Decided April 25, 1957.
Mr. McKinley E. Gore, appellant, filed a brief, pro se, and his case was treated as submitted thereon.
Mr. Forbes Blair, Asst. U.S. Atty., with whom Messrs. Oliver Gasch, U.S. Atty., Lewis Carroll and Joel Blackwell, Asst. U.S. Attys., were on the brief, for appellee.
Before BAZELON, FAHY and BASTIAN, Circuit Judges.
Appellant (defendant) was tried and convicted under each count of a six-count indictment charging violations of 26 U.S.C. § 4705(a), 26 U.S.C. § 4704(a) and 21 U.S.C.A. § 174. No appeal was taken; but some months later the defendant filed in the District Court a motion under § 2255 of Title 28, United States Code, to vacate, set aside or correct the sentences. The present appeal is from the denial of that motion.
"(a) General requirement. It shall be unlawful for any person to sell, barter, exchange, or give away narcotic drugs except in pursuance of a written order of the person to whom such article is sold, bartered, exchanged, or given, on a form to be issued in blank for that purpose by the Secretary or his delegate."
"(a) General requirement. It shall be unlawful for any person to purchase, sell, dispense, or distribute narcotic drugs except in the original stamped package or from the original stamped package; and the absence of appropriate taxpaid stamps from narcotic drugs shall be prima facie evidence of a violation of this subsection by the person in whose possession the same may be found."
Section 174 provides in part: "Whoever fraudulently or knowingly imports or brings any narcotic drug into the United States or any territory under its control or jurisdiction, contrary to law, or receives, conceals, buys, sells, or in any manner facilitates the transportation, concealment, or sale of any such narcotic drug after being imported or brought in, knowing the same to have been imported contrary to law, or conspires to commit any of such acts in violation of the laws of the United States, shall be fined not more than $2,000 and imprisoned not less than two or more than five years. For a second offense, the offender shall be fined not more than $2,000 and imprisoned not less than five or more than ten years. For a third or subsequent offense, the offender shall be fined not more than $2,000 and imprisoned not less than ten or more than twenty years."
The offenses charged in the first three counts relate to a transaction involving the same twenty-five capsules of narcotics and on the same date, whereas the offenses charged in the last three counts relate to another thirty-five capsules of narcotics involved in a transaction on another date.

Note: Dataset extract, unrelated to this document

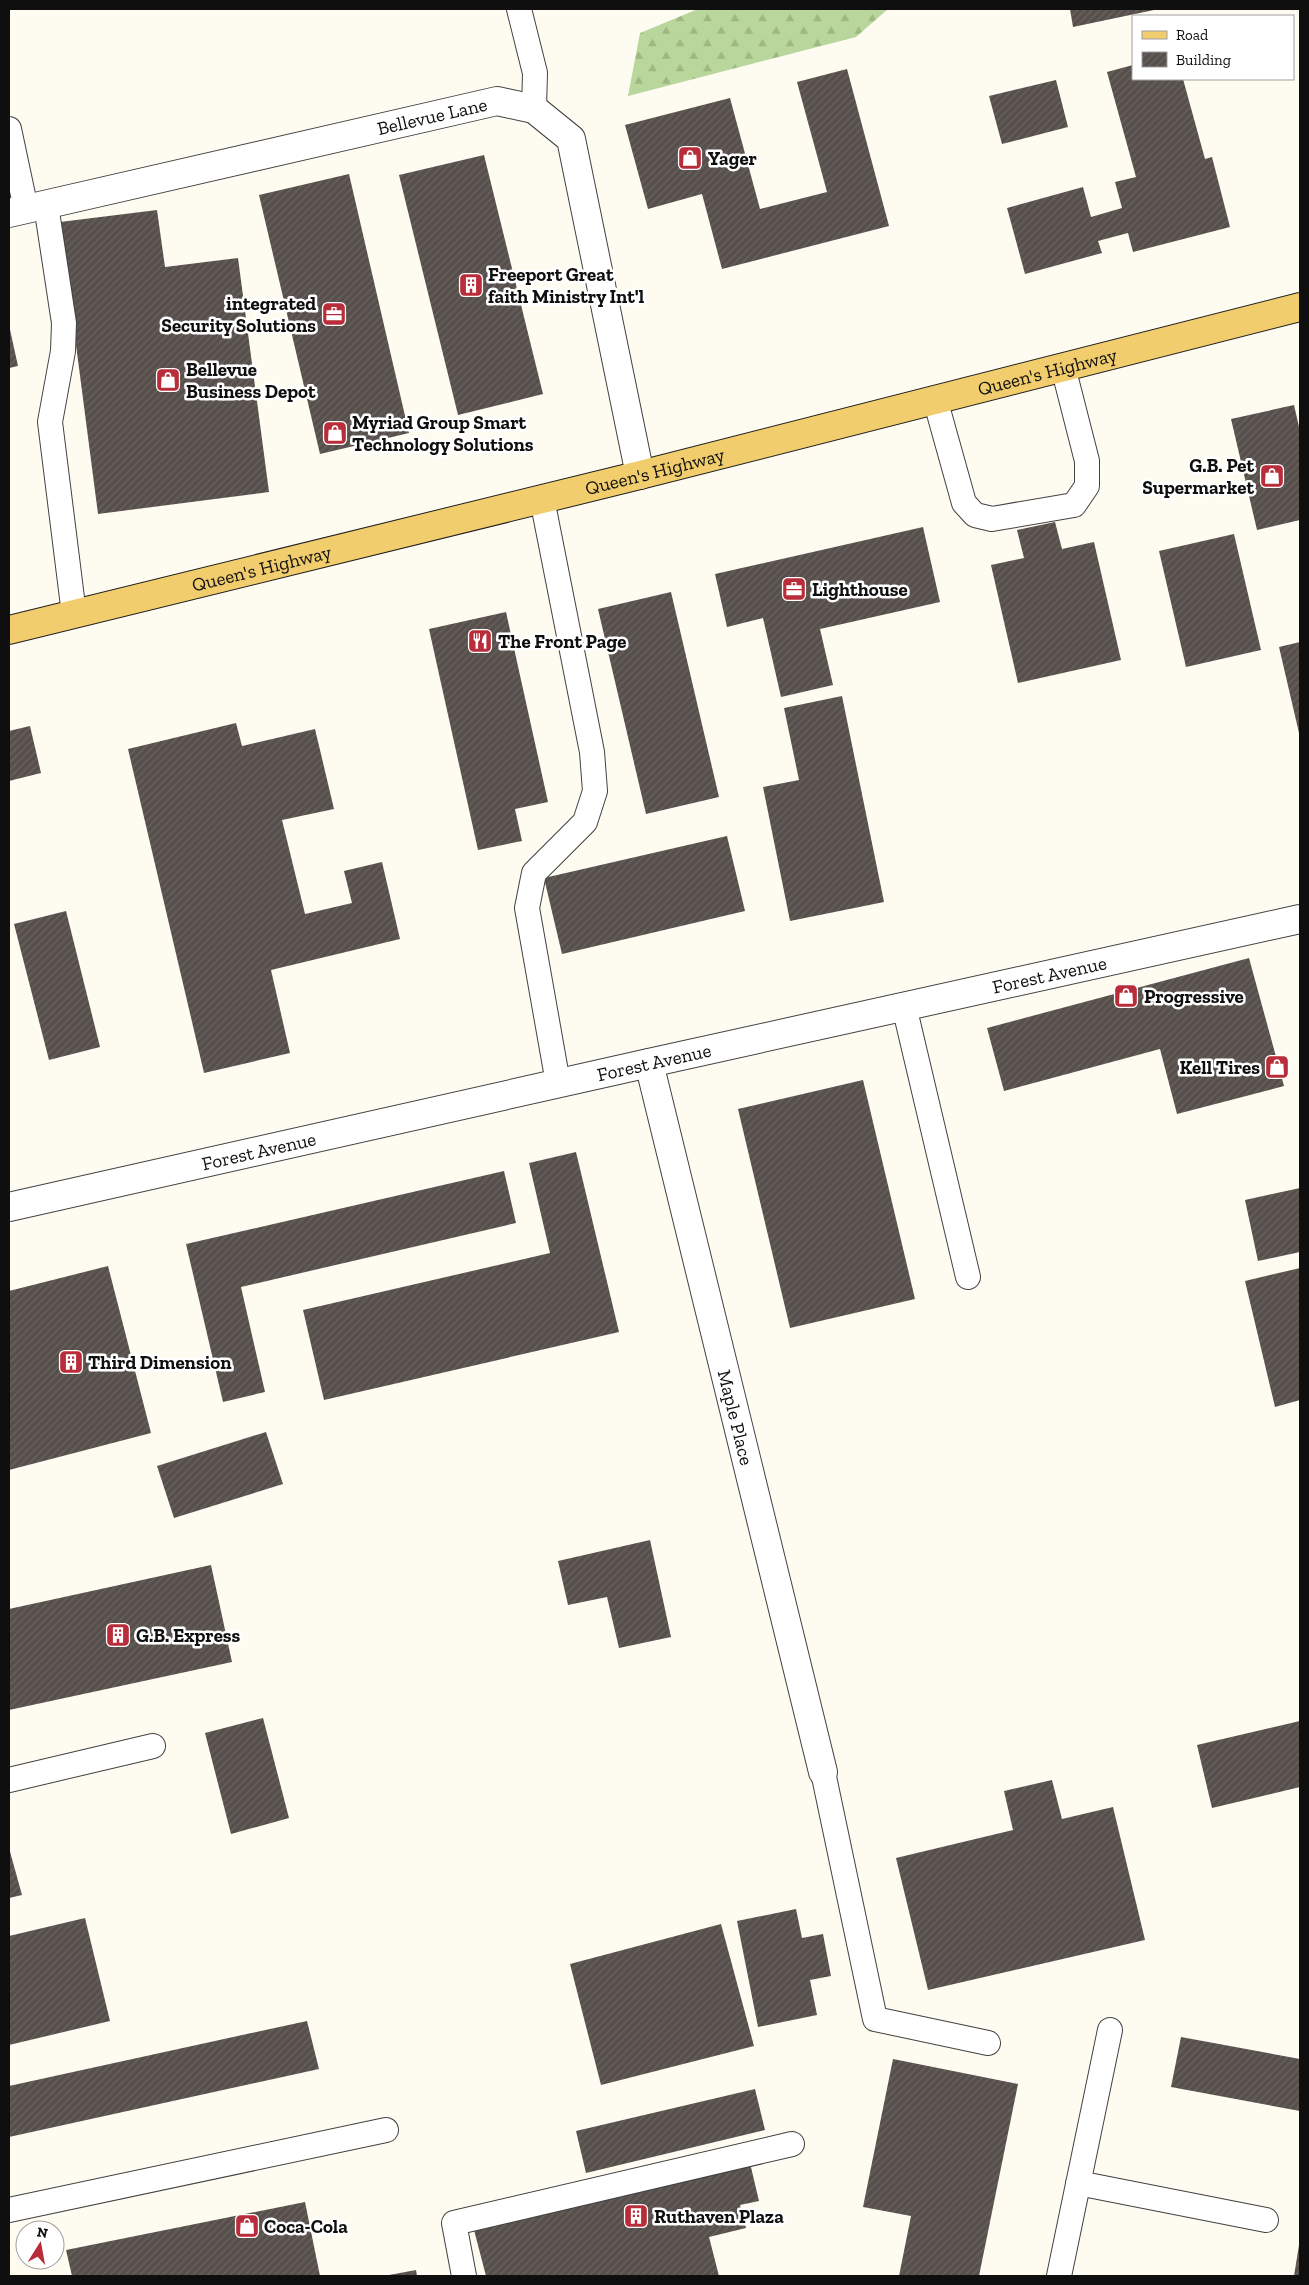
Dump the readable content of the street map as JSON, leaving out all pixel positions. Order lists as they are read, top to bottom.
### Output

The trial court sentenced the defendant to imprisonment for from one to five years and imposed a fine of $500.00 on each of the first three counts, the sentences to run consecutively. On each of counts four, five and six, defendant was fined $500.00 and sentenced to imprisonment for from one to five years, these latter sentences to run concurrently with the sentences on the first three counts. All fines were suspended.

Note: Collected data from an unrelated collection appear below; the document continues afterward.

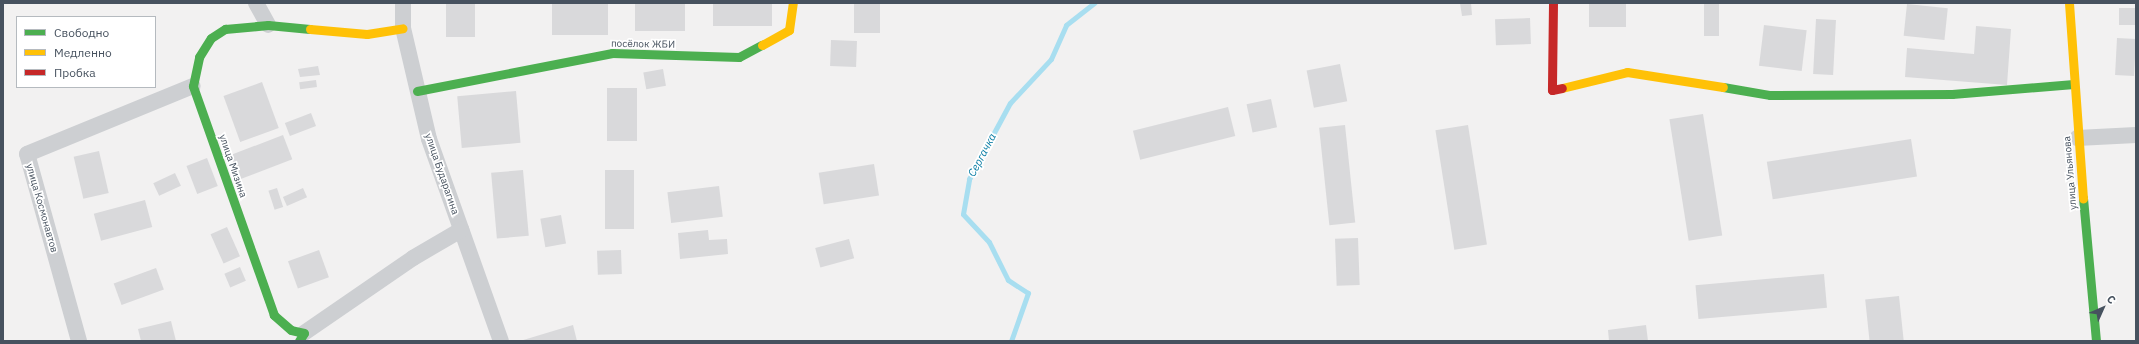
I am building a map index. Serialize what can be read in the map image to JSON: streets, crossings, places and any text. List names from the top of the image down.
{
  "streets": {
    "street": [
      "посёлок ЖБИ",
      "улица Мизина",
      "улица Ульянова",
      "улица Бударагина",
      "улица Космонавтов"
    ]
  },
  "crossings": [
    ["посёлок ЖБИ", "улица Бударагина"],
    ["улица Мизина", "улица Космонавтов"]
  ],
  "water": ["Сергачка"],
  "legend": ["Свободно", "Медленно", "Пробка"],
  "north": "top right"
}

The authorities are unanimous that a defendant may be convicted and sentenced under each of several counts of an indictment if each count states a different offense. The test of whether separate offenses are charged is whether some different evidence is essential to each count, or whether each count is supported by the same evidence. We said recently in Kendrick v. United States, 1956, 99 U.S.App.D.C. 173, 238 F.2d 34:
"A single act which violates two statutes is punishable under both, unless the offenses defined therein are identical. The test of identity is whether the same evidence will sustain both charges. If one of the offenses requires an element of proof which the other does not, a conviction of one does not bar prosecution for the other." Id., 238 F.2d at page 36.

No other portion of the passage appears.